Hairy cell leukemia (HCL) is a rare, chronic B-cell leukemia characterized by the accumulation of small mature B lymphocytes that have hair-like projections visible on microscopy.

Epidemiology

  • Incidence: 
    • 3 per 1 million persons per year in the United States
    • Rare: approximately 2% of all leukemia cases
  • Median age at diagnosis: approximately 50 years
  • Sex: male > female (4:1)
  • Race/ethnicity:
    • More common in Caucasians (incidence is 3× higher than in African Americans)
    • Rare in people of African and Japanese descent
  • First-degree family members have an 8× higher risk than the general population.

Etiology

Hairy cell leukemia is a clonal B-cell malignancy. The exact etiology is unknown, but several environmental exposures appear to increase the risk of developing HCL.
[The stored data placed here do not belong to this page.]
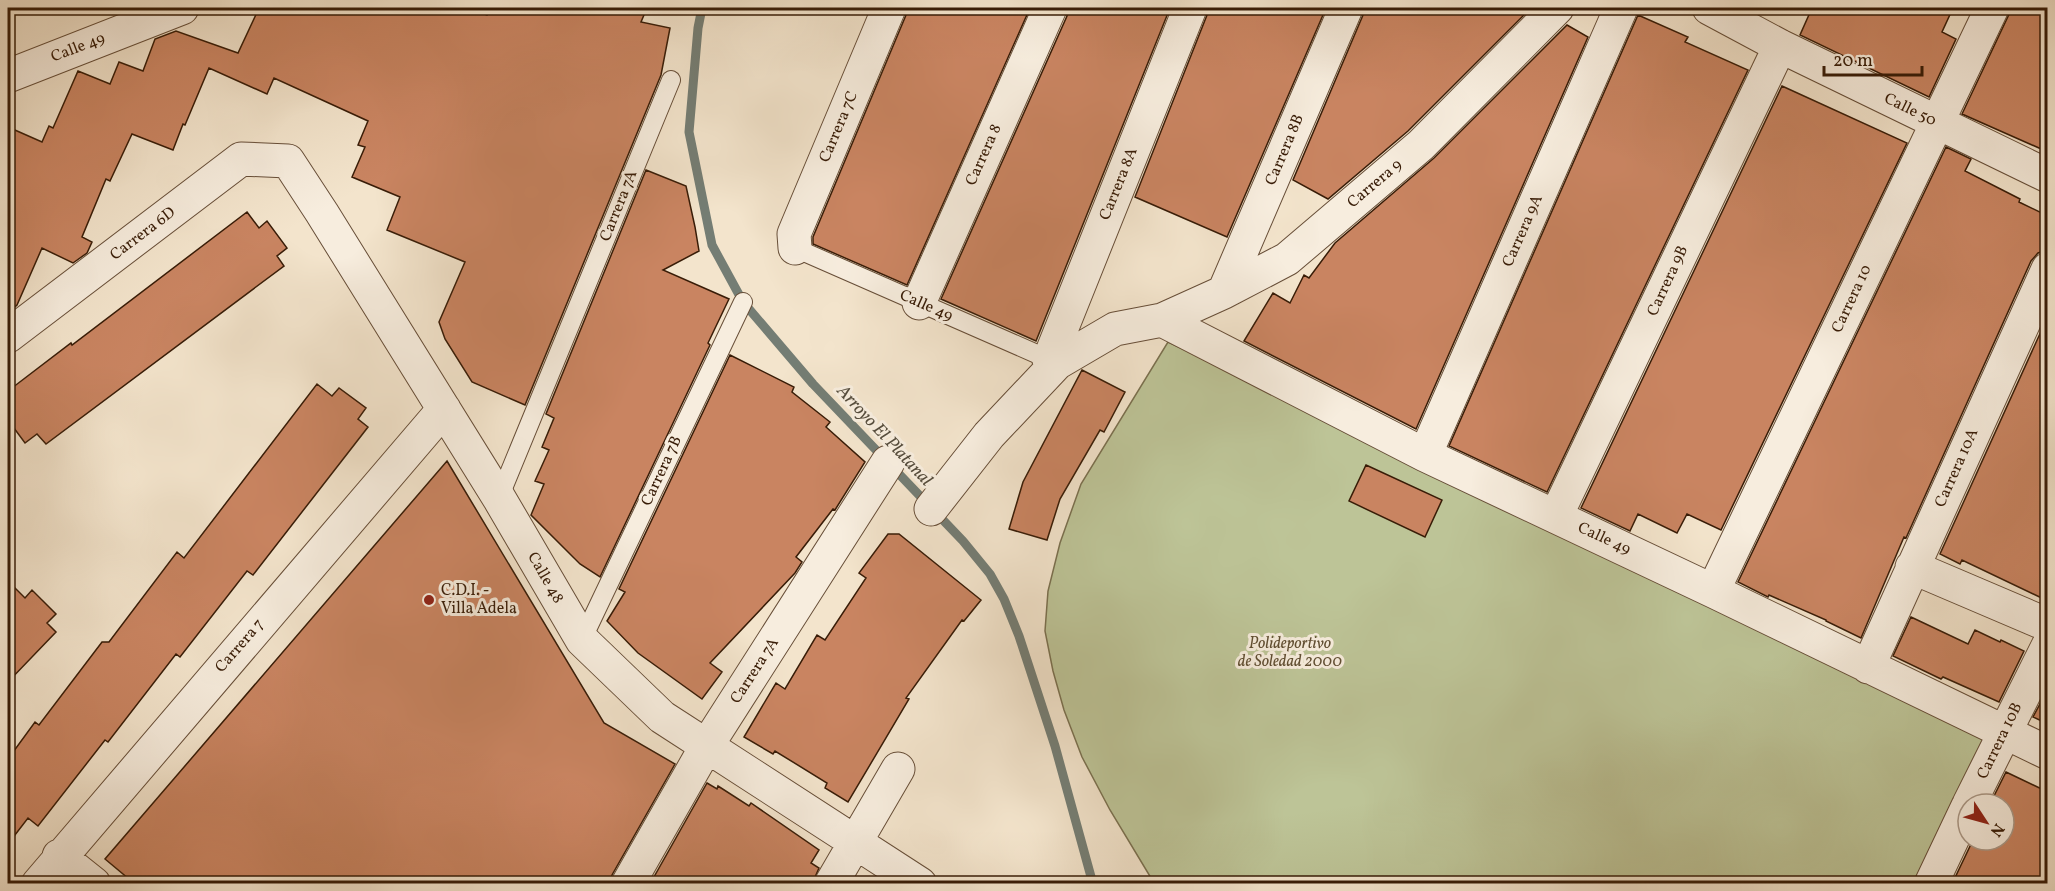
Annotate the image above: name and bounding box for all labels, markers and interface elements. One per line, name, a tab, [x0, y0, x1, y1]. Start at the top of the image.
street label: Calle 49	[48, 28, 108, 68]
scale bar	[1824, 39, 1922, 77]
text: 20 m	[1833, 49, 1873, 74]
street label: Carrera 7C	[814, 88, 864, 166]
street label: Calle 50	[1880, 88, 1940, 132]
street label: Carrera 8B	[1260, 111, 1310, 189]
street label: Carrera 8	[961, 121, 1007, 189]
street label: Carrera 8A	[1094, 144, 1144, 224]
street label: Carrera 9	[1343, 154, 1407, 214]
street label: Carrera 7A	[595, 167, 643, 245]
street label: Carrera 9A	[1497, 191, 1549, 271]
street label: Carrera 6D	[106, 202, 181, 266]
street label: Carrera 9B	[1642, 242, 1694, 320]
street label: Carrera 10	[1827, 261, 1877, 337]
street label: Calle 49	[896, 285, 956, 327]
water label: Arroyo El Platanal	[830, 379, 938, 493]
street label: Carrera 10A	[1930, 425, 1984, 511]
street label: Carrera 7B	[636, 432, 688, 510]
street label: Calle 49	[1574, 517, 1634, 561]
street label: Calle 48	[521, 548, 569, 608]
place label: C.D.I. - Villa Adela	[441, 580, 517, 620]
marker: C.D.I. - Villa Adela	[422, 593, 436, 607]
street label: Carrera 7	[210, 614, 270, 678]
park label: Polideportivo de Soledad 2000	[1238, 633, 1342, 673]
street label: Carrera 7A	[725, 634, 785, 708]
street label: Carrera 10B	[1972, 699, 2028, 783]
north arrow	[1956, 792, 2016, 852]
text: N	[1984, 818, 2009, 841]

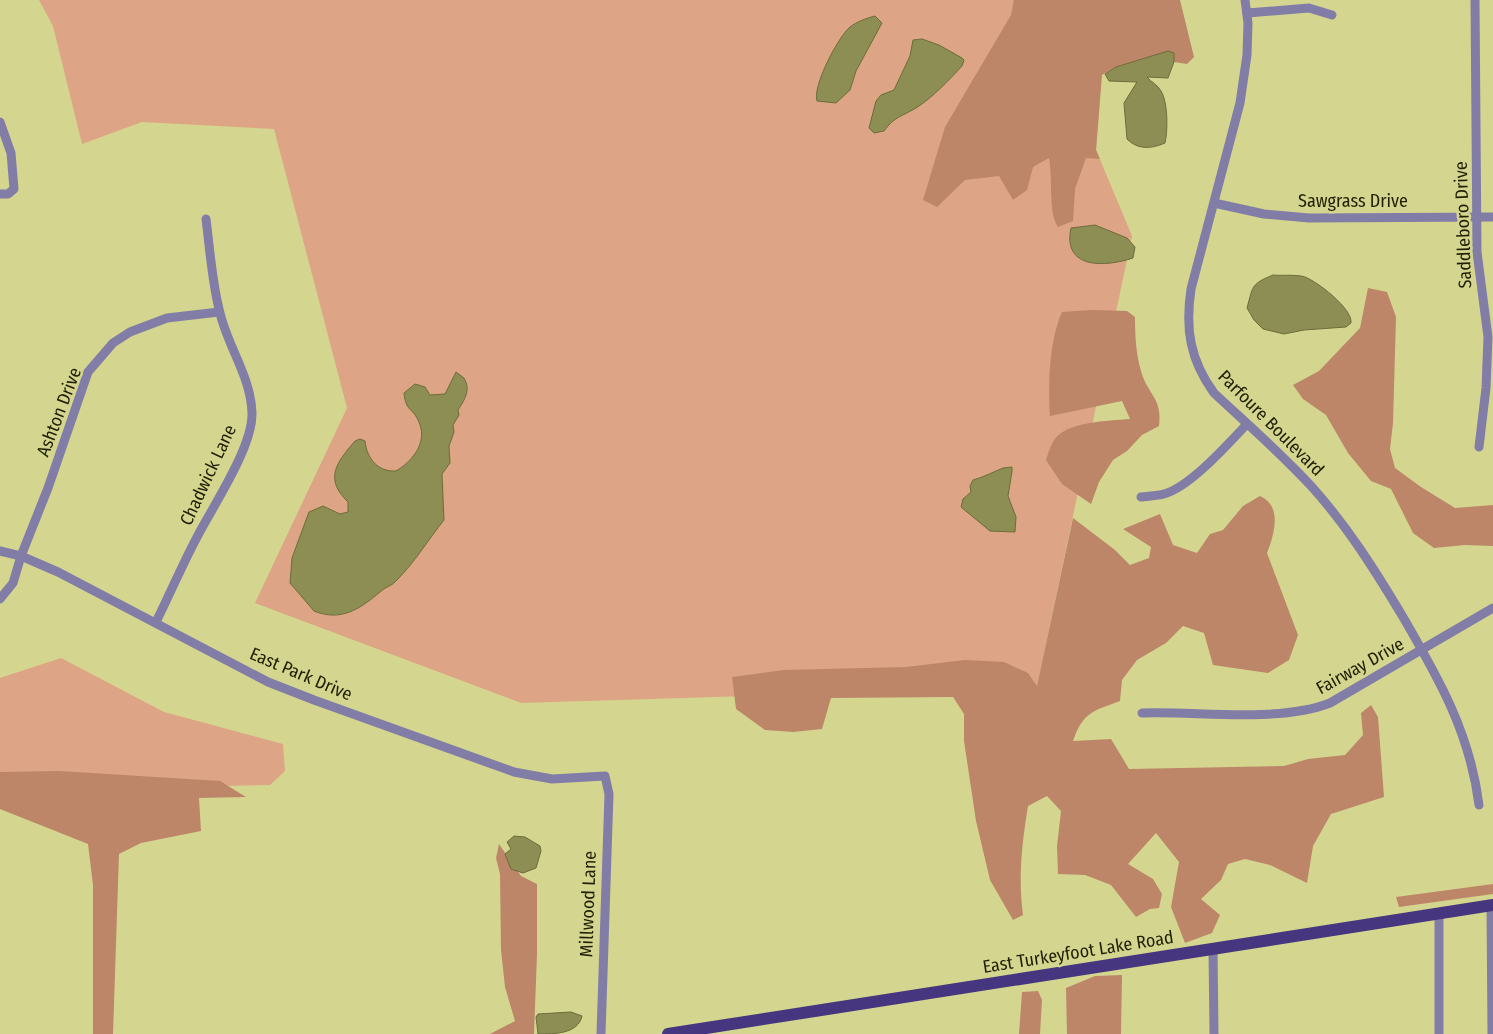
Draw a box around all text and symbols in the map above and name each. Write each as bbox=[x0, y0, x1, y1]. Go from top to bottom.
street label: Saddleboro Drive bbox=[1450, 161, 1476, 289]
street label: Sawgrass Drive bbox=[1298, 190, 1408, 212]
street label: Ashton Drive bbox=[32, 364, 86, 460]
street label: Parfoure Boulevard bbox=[1213, 365, 1329, 481]
street label: Chadwick Lane bbox=[175, 421, 241, 529]
street label: Fairway Drive bbox=[1312, 633, 1408, 699]
street label: East Park Drive bbox=[247, 643, 356, 705]
street label: Millwood Lane bbox=[575, 850, 601, 958]
street label: East Turkeyfoot Lake Road bbox=[981, 926, 1175, 978]

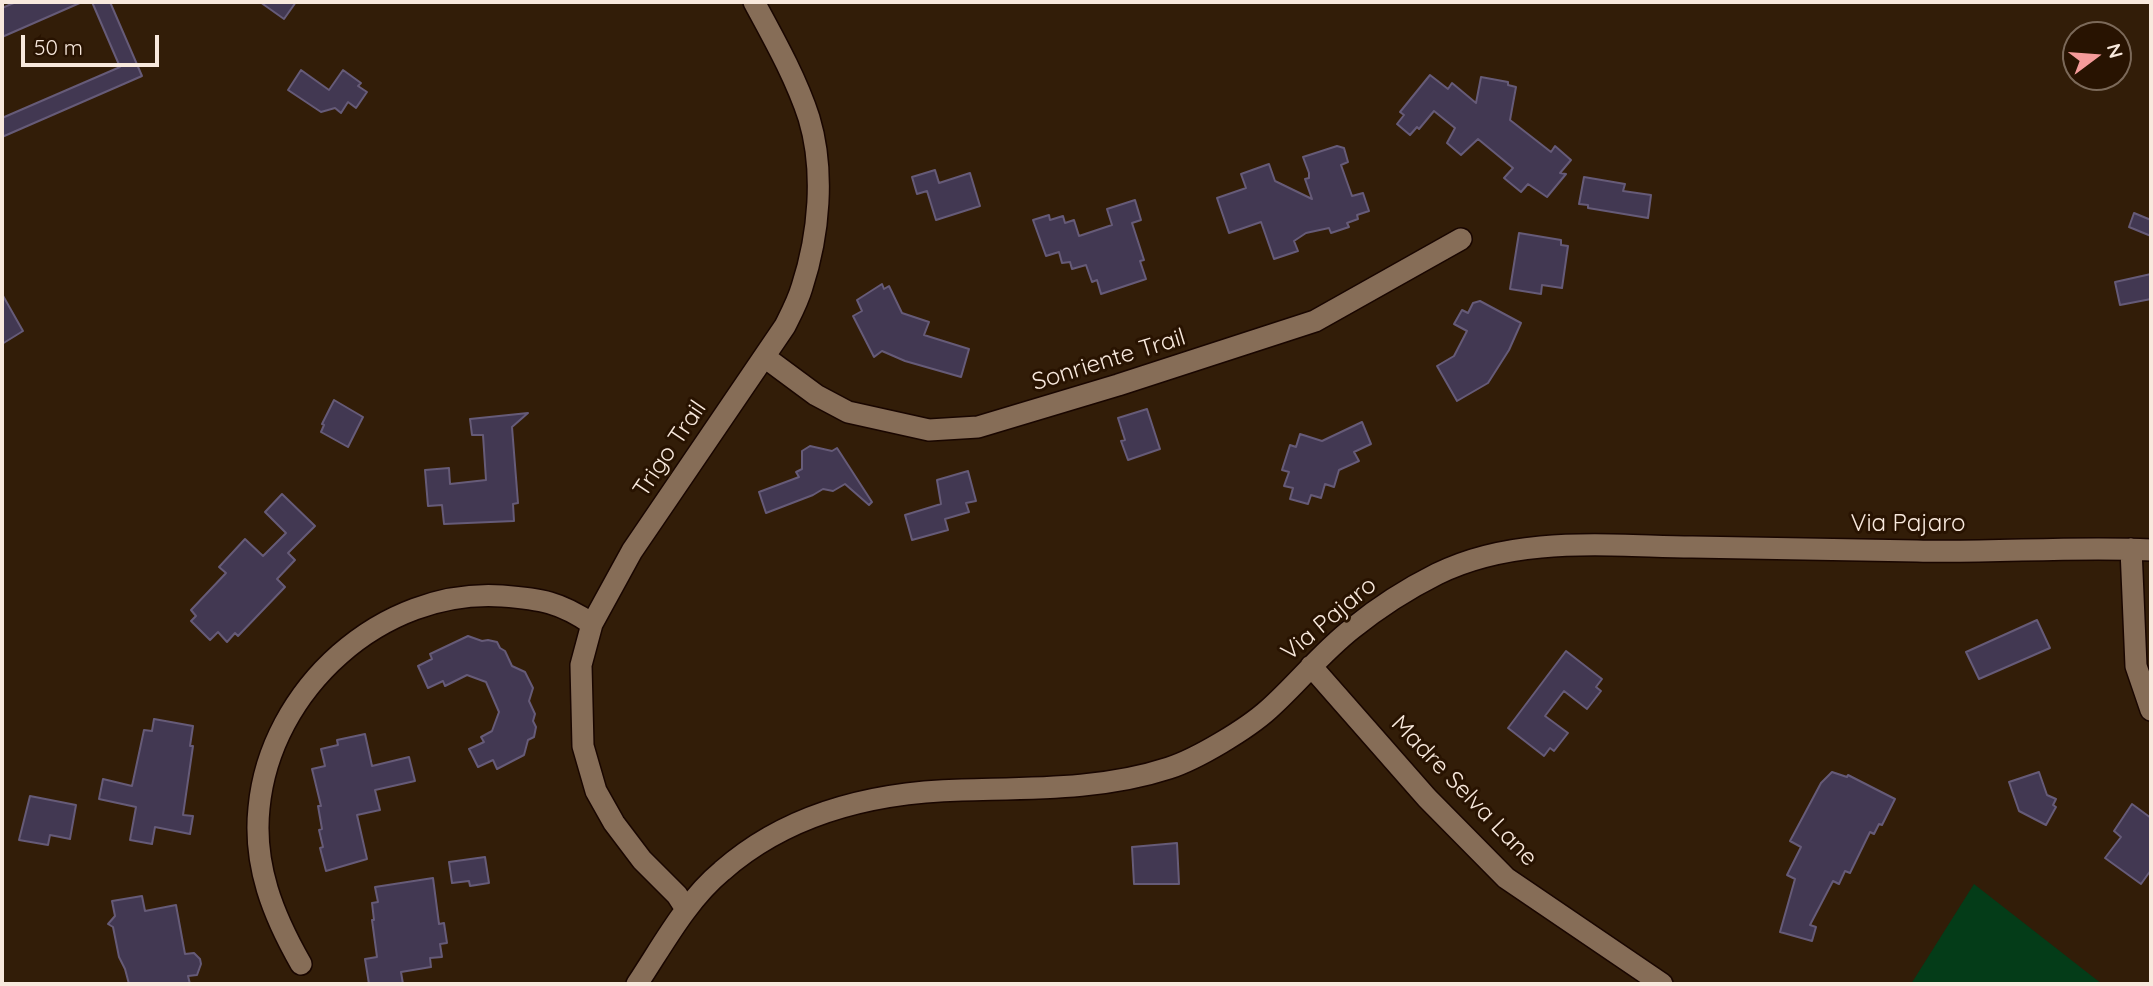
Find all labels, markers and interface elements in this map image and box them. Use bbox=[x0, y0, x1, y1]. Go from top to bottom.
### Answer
scale bar bbox=[24, 21, 163, 65]
north arrow bbox=[2062, 21, 2132, 91]
text: 50 m bbox=[34, 34, 83, 60]
text: N bbox=[2102, 41, 2129, 61]
street label: Sonriente Trail bbox=[1029, 323, 1189, 397]
street label: Trigo Trail bbox=[627, 395, 713, 503]
street label: Via Pajaro bbox=[1850, 510, 1966, 538]
street label: Via Pajaro bbox=[1276, 571, 1382, 667]
street label: Madre Selva Lane bbox=[1385, 710, 1543, 872]

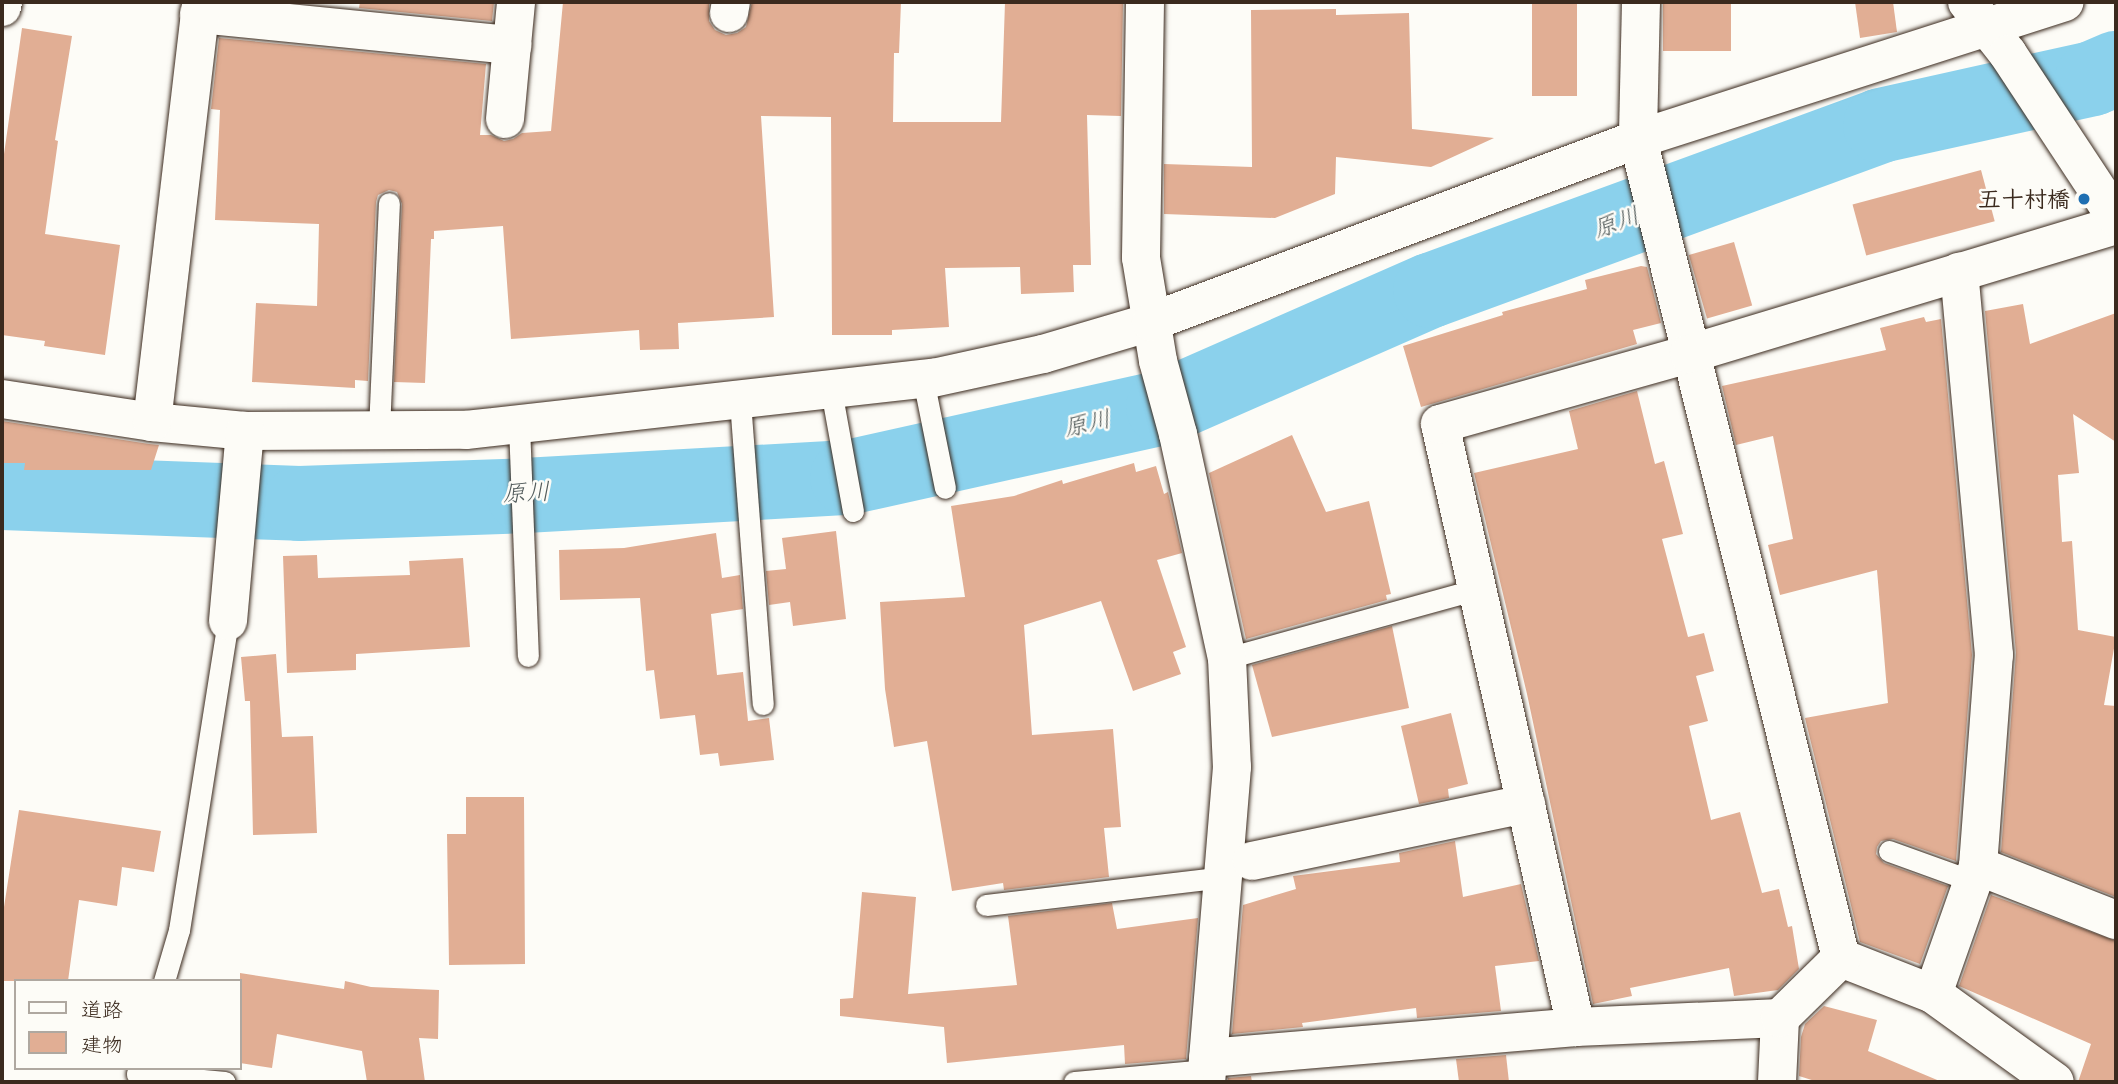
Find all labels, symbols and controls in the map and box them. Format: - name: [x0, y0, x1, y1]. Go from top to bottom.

  • Exposures as possible causes:
    • Ionizing radiation
    • Organophosphorus pesticides
    • Farming and agricultural chemicals
    • Wood dust
    • Previous history of infectious mononucleosis
  • Familial relationships: due to sharing an HLA haplotype

Pathophysiology

The underlying issue in HCL is that the bone marrow produces far too many B lymphocytes, which crowd out the other types of blood cells. These abnormal B cells are unable to protect the body from infectious invaders the way normal B cells can.

Pathophysiology

  • B-cell lymphocytes with hair-like projections (hairy cells) undergo clonal proliferation
  • Hairy cells accumulate in:
    • Peripheral blood
    • Bone marrow
    • Spleen
    • Liver (less common)
    • Lymph nodes (uncommon)
  • Infiltration of the reticuloendothelial system:
    • Interferes with bone marrow function
    • Results in bone marrow failure and/or pancytopenia
  • Infiltrates the liver and spleen: results in organomegaly
  • Infections due to disease- and treatment-related immunosuppression:
    • Major cause of death
    • Infections may be bacterial, viral, fungal, or nontuberculous mycobacterial.

Pathogenesis

The pathogenesis is incompletely understood, but most cases appear to arise from late activated memory B cells, which acquire an activating BRAF V600E gene mutation.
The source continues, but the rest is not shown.